- [Task brief]:
Go through the entries below and return every line that contains "position".

(Saved data entries)
———
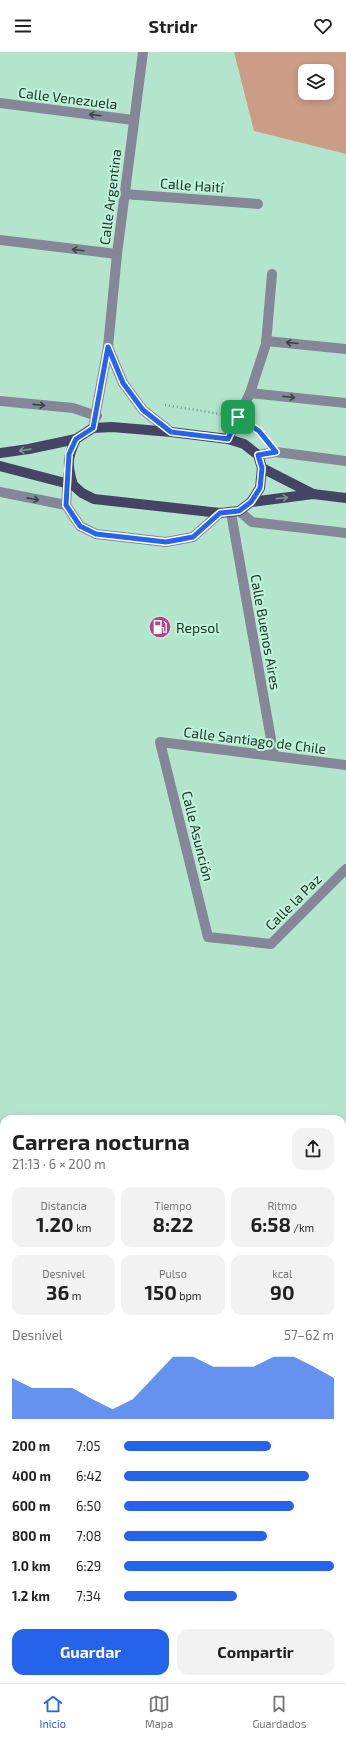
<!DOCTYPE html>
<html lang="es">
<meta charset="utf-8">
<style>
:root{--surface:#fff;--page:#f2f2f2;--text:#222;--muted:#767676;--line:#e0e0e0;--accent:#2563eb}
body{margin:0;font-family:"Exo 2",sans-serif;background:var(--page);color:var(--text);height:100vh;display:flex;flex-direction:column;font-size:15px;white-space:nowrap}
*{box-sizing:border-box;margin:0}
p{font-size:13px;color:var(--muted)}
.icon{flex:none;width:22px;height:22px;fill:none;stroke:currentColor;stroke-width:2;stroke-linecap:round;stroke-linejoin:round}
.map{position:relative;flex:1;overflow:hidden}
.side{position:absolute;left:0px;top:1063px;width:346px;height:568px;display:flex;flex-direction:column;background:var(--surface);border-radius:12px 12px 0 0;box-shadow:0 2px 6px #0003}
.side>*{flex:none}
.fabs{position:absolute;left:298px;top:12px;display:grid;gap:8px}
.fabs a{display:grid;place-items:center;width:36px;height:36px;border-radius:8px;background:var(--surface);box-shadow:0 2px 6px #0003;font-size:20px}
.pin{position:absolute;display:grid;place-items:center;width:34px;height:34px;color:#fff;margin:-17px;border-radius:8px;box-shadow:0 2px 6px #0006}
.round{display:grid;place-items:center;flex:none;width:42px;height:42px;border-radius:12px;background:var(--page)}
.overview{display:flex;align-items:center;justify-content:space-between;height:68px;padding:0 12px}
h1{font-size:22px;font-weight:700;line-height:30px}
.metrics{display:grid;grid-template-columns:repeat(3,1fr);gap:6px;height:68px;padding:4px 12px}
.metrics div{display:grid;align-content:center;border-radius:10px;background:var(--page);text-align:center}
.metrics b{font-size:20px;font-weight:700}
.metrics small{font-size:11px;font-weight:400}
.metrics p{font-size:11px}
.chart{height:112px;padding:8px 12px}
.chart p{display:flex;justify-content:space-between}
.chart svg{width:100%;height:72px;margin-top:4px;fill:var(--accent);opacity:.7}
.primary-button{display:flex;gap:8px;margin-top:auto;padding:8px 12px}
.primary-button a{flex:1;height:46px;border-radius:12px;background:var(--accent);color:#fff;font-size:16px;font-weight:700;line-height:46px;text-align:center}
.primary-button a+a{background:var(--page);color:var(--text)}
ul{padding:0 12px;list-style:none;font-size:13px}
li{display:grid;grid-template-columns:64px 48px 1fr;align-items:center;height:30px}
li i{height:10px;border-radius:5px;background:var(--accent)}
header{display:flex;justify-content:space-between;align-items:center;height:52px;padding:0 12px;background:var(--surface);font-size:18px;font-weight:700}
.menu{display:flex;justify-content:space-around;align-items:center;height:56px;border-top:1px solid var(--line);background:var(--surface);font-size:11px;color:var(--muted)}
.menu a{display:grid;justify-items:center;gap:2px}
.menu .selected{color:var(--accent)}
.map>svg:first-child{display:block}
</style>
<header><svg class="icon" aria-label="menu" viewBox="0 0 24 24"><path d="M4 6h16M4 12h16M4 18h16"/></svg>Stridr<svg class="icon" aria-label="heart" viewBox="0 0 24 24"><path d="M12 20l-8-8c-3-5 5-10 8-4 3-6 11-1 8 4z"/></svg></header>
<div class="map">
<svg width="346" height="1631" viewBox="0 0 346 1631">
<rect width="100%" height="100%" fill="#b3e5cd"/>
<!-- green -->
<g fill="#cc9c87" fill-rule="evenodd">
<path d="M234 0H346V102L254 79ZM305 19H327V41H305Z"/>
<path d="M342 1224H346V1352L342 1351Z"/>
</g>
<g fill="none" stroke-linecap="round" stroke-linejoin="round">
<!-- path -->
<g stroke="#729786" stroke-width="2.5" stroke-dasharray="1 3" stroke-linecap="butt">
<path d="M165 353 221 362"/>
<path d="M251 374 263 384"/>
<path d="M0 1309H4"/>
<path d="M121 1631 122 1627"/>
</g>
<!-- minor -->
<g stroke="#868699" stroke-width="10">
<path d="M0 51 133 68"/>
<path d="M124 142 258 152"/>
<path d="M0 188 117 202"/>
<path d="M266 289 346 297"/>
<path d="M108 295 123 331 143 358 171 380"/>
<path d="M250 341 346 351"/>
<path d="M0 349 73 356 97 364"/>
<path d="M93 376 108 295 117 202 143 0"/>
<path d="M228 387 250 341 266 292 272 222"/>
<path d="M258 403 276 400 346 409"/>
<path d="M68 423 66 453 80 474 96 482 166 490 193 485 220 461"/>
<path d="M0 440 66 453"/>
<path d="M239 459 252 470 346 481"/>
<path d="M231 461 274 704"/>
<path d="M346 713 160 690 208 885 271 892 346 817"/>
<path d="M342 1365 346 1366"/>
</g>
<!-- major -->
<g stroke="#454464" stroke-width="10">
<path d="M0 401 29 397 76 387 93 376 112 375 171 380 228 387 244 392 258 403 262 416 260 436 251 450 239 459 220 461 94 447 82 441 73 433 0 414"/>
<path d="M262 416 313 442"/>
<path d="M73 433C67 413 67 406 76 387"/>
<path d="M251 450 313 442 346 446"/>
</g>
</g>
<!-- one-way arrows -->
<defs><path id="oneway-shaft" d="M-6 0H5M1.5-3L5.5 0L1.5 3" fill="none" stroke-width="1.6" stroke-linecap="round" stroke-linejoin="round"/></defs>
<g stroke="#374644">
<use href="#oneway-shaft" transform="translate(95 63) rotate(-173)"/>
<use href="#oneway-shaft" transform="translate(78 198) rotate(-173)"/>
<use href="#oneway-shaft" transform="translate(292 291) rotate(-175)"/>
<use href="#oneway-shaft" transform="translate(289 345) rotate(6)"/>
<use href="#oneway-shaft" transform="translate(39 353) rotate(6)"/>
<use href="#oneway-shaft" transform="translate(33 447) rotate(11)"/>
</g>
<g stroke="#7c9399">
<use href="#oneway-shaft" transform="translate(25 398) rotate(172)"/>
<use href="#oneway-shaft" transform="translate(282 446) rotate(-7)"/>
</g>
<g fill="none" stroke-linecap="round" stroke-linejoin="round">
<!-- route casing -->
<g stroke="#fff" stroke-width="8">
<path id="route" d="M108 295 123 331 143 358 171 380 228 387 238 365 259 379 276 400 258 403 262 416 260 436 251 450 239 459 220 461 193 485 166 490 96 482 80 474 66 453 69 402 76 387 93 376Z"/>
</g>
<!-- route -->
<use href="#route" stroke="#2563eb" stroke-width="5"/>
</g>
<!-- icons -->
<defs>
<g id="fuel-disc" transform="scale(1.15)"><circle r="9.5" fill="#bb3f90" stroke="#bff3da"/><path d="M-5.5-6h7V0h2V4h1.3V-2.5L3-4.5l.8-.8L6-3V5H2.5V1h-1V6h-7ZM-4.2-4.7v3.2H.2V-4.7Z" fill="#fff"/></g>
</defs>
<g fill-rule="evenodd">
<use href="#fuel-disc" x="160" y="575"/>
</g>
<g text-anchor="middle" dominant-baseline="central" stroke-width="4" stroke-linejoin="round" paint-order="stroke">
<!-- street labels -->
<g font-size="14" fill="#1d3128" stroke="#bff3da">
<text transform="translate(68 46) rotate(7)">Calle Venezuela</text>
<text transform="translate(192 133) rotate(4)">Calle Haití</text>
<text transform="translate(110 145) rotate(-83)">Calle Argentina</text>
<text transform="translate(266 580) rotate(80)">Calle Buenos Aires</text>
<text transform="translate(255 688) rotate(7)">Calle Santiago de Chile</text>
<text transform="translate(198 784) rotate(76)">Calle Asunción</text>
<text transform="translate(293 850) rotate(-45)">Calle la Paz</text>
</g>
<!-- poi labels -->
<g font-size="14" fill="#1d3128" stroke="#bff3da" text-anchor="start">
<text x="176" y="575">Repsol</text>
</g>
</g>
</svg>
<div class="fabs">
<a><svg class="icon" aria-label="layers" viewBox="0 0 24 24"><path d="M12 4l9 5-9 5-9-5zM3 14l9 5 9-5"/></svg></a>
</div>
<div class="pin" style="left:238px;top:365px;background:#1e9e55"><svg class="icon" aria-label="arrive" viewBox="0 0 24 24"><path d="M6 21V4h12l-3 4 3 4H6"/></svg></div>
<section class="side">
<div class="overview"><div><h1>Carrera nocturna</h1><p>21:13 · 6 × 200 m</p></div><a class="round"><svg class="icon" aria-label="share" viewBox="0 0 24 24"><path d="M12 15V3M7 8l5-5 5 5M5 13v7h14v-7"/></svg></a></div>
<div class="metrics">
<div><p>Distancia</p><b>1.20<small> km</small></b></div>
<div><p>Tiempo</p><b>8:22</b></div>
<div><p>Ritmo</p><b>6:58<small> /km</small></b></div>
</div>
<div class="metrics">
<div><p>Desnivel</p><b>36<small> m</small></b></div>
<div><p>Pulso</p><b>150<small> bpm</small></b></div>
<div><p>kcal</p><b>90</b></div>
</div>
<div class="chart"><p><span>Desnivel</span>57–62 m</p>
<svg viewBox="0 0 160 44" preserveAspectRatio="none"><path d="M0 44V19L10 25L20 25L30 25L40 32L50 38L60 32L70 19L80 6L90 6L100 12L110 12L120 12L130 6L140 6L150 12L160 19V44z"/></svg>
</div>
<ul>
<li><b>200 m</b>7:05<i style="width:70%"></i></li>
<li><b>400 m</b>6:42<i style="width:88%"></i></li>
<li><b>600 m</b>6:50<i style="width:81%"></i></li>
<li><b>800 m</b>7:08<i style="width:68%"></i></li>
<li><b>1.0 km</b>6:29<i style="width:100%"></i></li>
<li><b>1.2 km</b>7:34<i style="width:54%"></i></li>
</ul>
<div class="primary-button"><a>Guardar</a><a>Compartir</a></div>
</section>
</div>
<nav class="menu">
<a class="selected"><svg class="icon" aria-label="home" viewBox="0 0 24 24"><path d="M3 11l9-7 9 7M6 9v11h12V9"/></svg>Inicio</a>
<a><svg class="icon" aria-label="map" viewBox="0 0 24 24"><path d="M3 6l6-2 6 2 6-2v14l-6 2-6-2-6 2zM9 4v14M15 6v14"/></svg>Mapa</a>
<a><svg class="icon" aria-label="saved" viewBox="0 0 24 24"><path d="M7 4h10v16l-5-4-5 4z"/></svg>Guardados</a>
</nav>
———
- [Reply to the exercise]:
.map{position:relative;flex:1;overflow:hidden}
.side{position:absolute;left:0px;top:1063px;width:346px;height:568px;display:flex;flex-direction:column;background:var(--surface);border-radius:12px 12px 0 0;box-shadow:0 2px 6px #0003}
.fabs{position:absolute;left:298px;top:12px;display:grid;gap:8px}
.pin{position:absolute;display:grid;place-items:center;width:34px;height:34px;color:#fff;margin:-17px;border-radius:8px;box-shadow:0 2px 6px #0006}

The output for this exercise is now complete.